INFORMATION GIVEN —
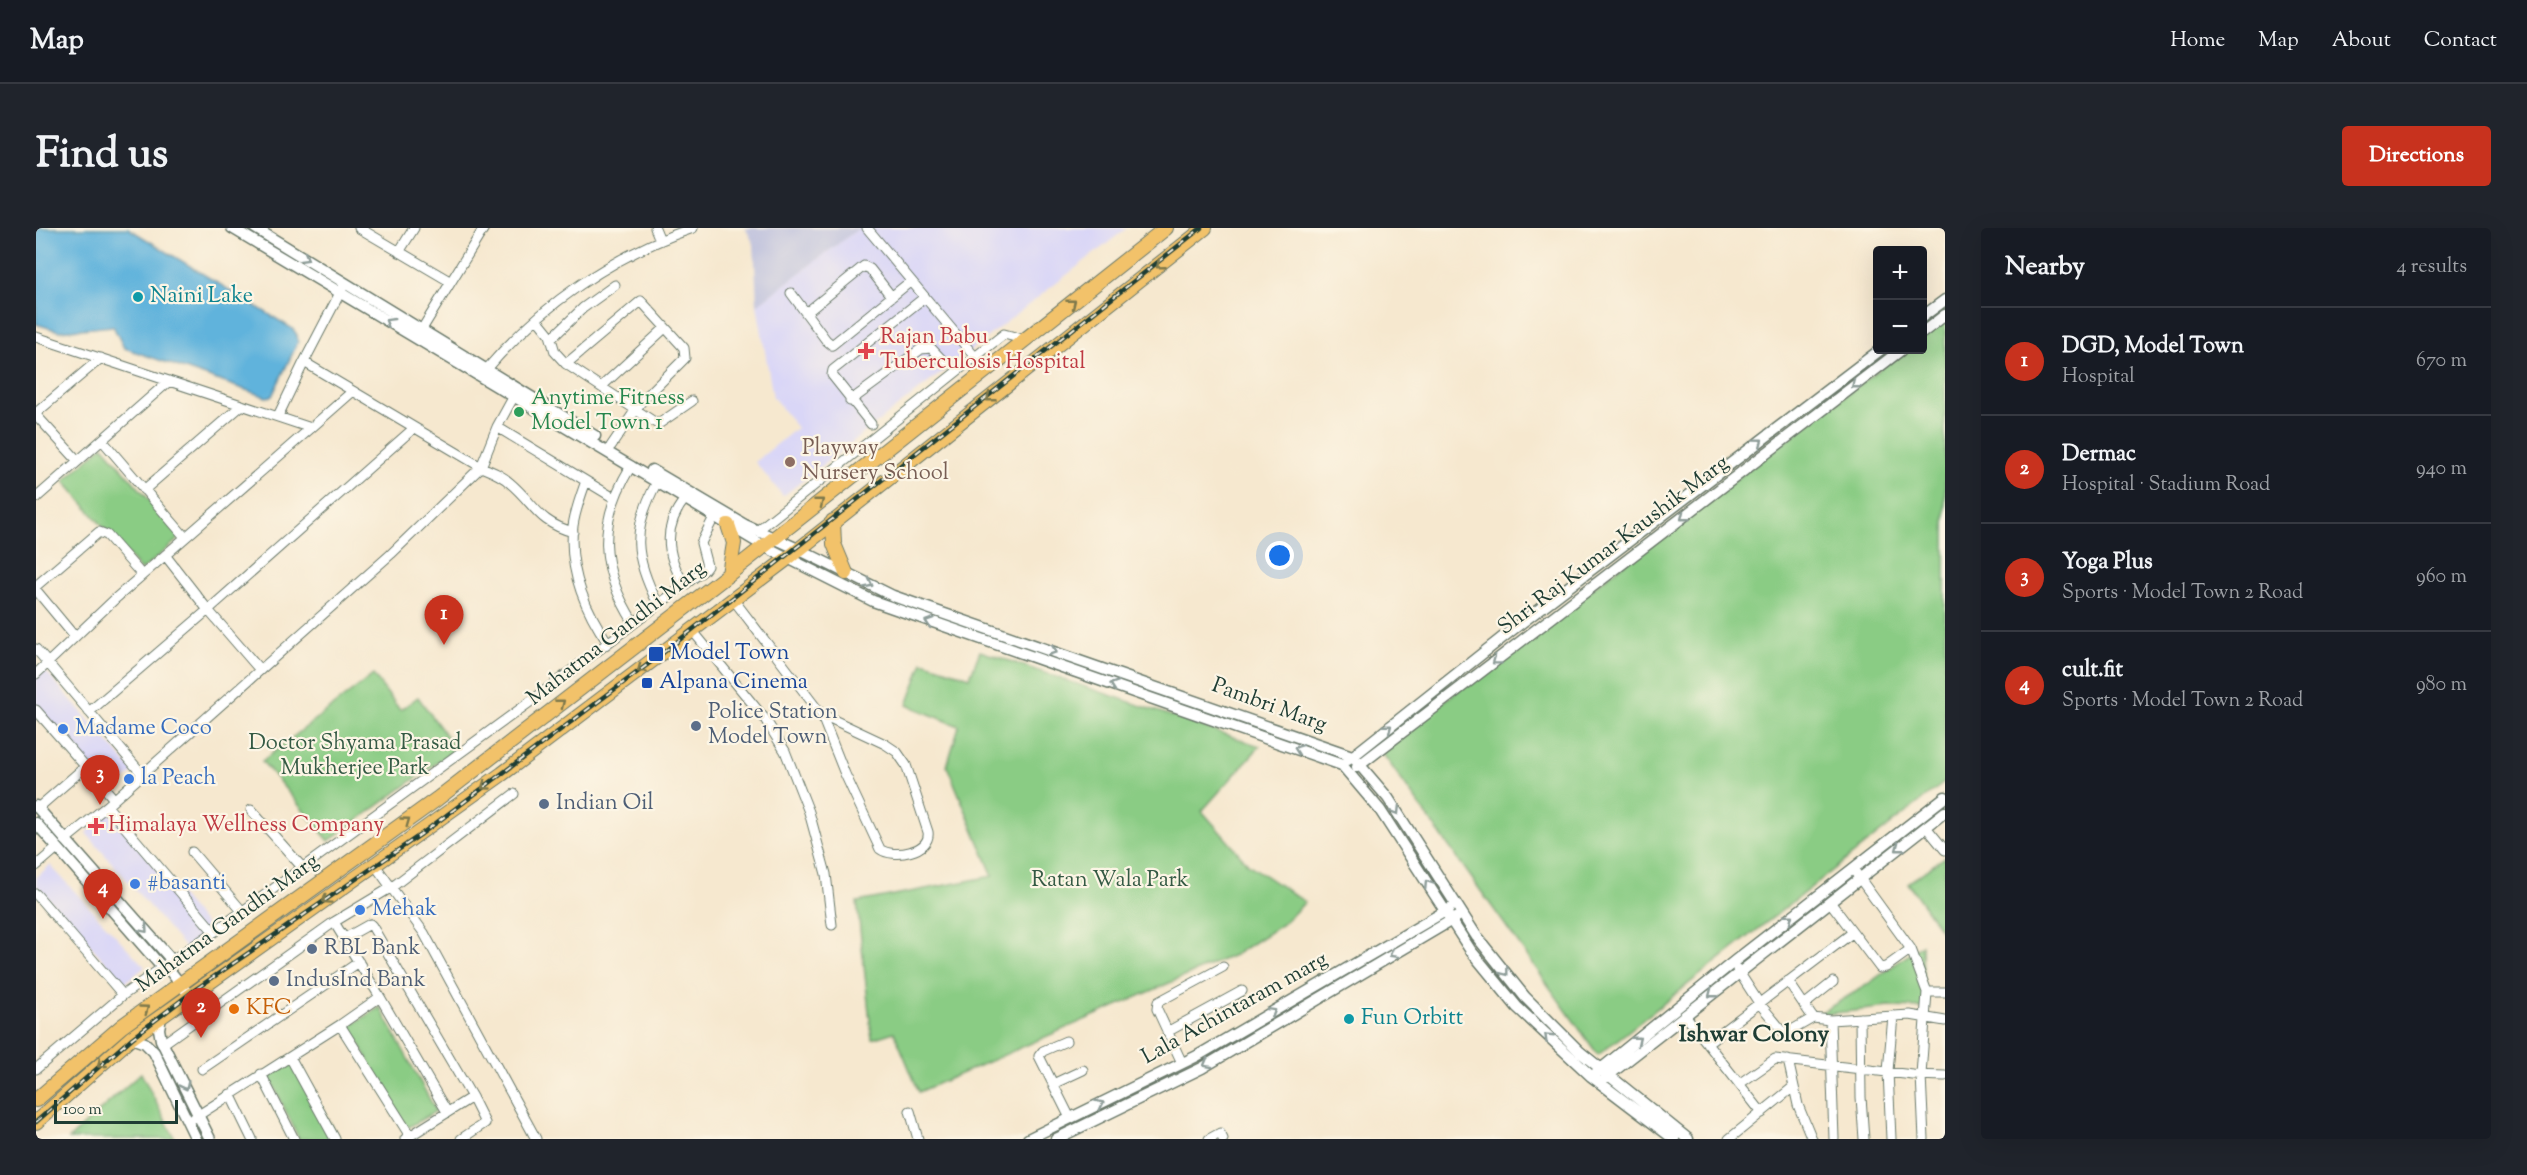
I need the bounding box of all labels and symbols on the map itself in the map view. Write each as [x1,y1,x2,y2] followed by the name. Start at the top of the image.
[299,251,309,263] one-way arrow
[1155,257,1166,268] one-way arrow
[150,281,253,313] place label: Naini Lake
[131,290,145,304] marker: Naini Lake
[1066,300,1077,311] one-way arrow
[385,318,395,329] one-way arrow
[880,322,1086,379] place label: Rajan Babu Tuberculosis Hospital
[857,342,875,360] marker: Rajan Babu Tuberculosis Hospital
[1850,378,1861,389] one-way arrow
[531,383,685,440] place label: Anytime Fitness Model Town 1
[986,391,997,402] one-way arrow
[512,405,526,419] marker: Anytime Fitness Model Town 1
[802,433,949,490] place label: Playway Nursery School
[1752,438,1763,449] one-way arrow
[1492,448,1737,644] street label: Shri Raj Kumar Kaushik Marg
[783,455,797,469] marker: Playway Nursery School
[814,498,825,509] one-way arrow
[1679,510,1690,521] one-way arrow
[1265,541,1294,570] your location
[520,554,714,714] street label: Mahatma Gandhi Marg
[863,577,874,589] one-way arrow
[424,596,464,645] pin: 1
[924,617,935,630] one-way arrow
[670,638,789,670] place label: Model Town
[1047,644,1057,657] one-way arrow
[647,645,665,663] marker: Model Town
[1491,654,1502,665] one-way arrow
[636,662,647,673] one-way arrow
[659,667,808,699] place label: Alpana Cinema
[1207,670,1331,742] street label: Pambri Marg
[640,676,654,690] marker: Alpana Cinema
[1109,679,1120,692] one-way arrow
[708,697,838,754] place label: Police Station Model Town
[554,700,565,711] one-way arrow
[75,713,212,745] place label: Madame Coco
[689,719,703,733] marker: Police Station Model Town
[56,722,70,736] marker: Madame Coco
[1381,725,1392,736] one-way arrow
[248,728,462,785] park label: Doctor Shyama Prasad Mukherjee Park
[1293,744,1304,756] one-way arrow
[80,756,120,805] pin: 3
[141,763,216,795] place label: la Peach
[122,772,136,786] marker: la Peach
[481,779,492,790] one-way arrow
[556,788,654,820] place label: Indian Oil
[537,797,551,811] marker: Indian Oil
[1389,804,1400,815] one-way arrow
[108,810,384,842] place label: Himalaya Wellness Company
[399,818,410,829] one-way arrow
[89,819,103,833] marker: Himalaya Wellness Company
[1895,841,1906,852] one-way arrow
[130,846,327,1002] street label: Mahatma Gandhi Marg
[1031,865,1189,897] park label: Ratan Wala Park
[147,868,226,900] place label: #basanti
[84,870,122,919] pin: 4
[128,877,142,891] marker: #basanti
[1423,880,1435,890] one-way arrow
[322,893,333,904] one-way arrow
[372,894,437,926] place label: Mehak
[353,903,367,917] marker: Mehak
[1783,915,1794,926] one-way arrow
[137,922,148,933] one-way arrow
[324,933,421,965] place label: RBL Bank
[305,942,319,956] marker: RBL Bank
[1136,944,1334,1074] street label: Lala Achintaram marg
[1389,946,1399,958] one-way arrow
[286,965,426,997] place label: IndusInd Bank
[1498,965,1509,976] one-way arrow
[267,974,281,988] marker: IndusInd Bank
[1708,986,1719,997] one-way arrow
[182,988,220,1038] pin: 2
[246,993,292,1025] place label: KFC
[227,1002,241,1016] marker: KFC
[1361,1003,1464,1035] place label: Fun Orbitt
[139,1005,150,1016] one-way arrow
[1266,1008,1276,1020] one-way arrow
[1342,1012,1356,1026] marker: Fun Orbitt
[1679,1018,1829,1052] district label: Ishwar Colony
[1544,1033,1554,1044] one-way arrow
[1630,1036,1641,1047] one-way arrow
[97,1057,108,1068] one-way arrow
[1203,1057,1214,1069] one-way arrow
[177,1079,189,1090] one-way arrow
[54,1097,178,1124] scale bar
[1093,1099,1104,1111] one-way arrow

REQUIRED WORK — How many of the lines above include the string "Tuberculosis"? Answer with the number only.

OUTPUT — 2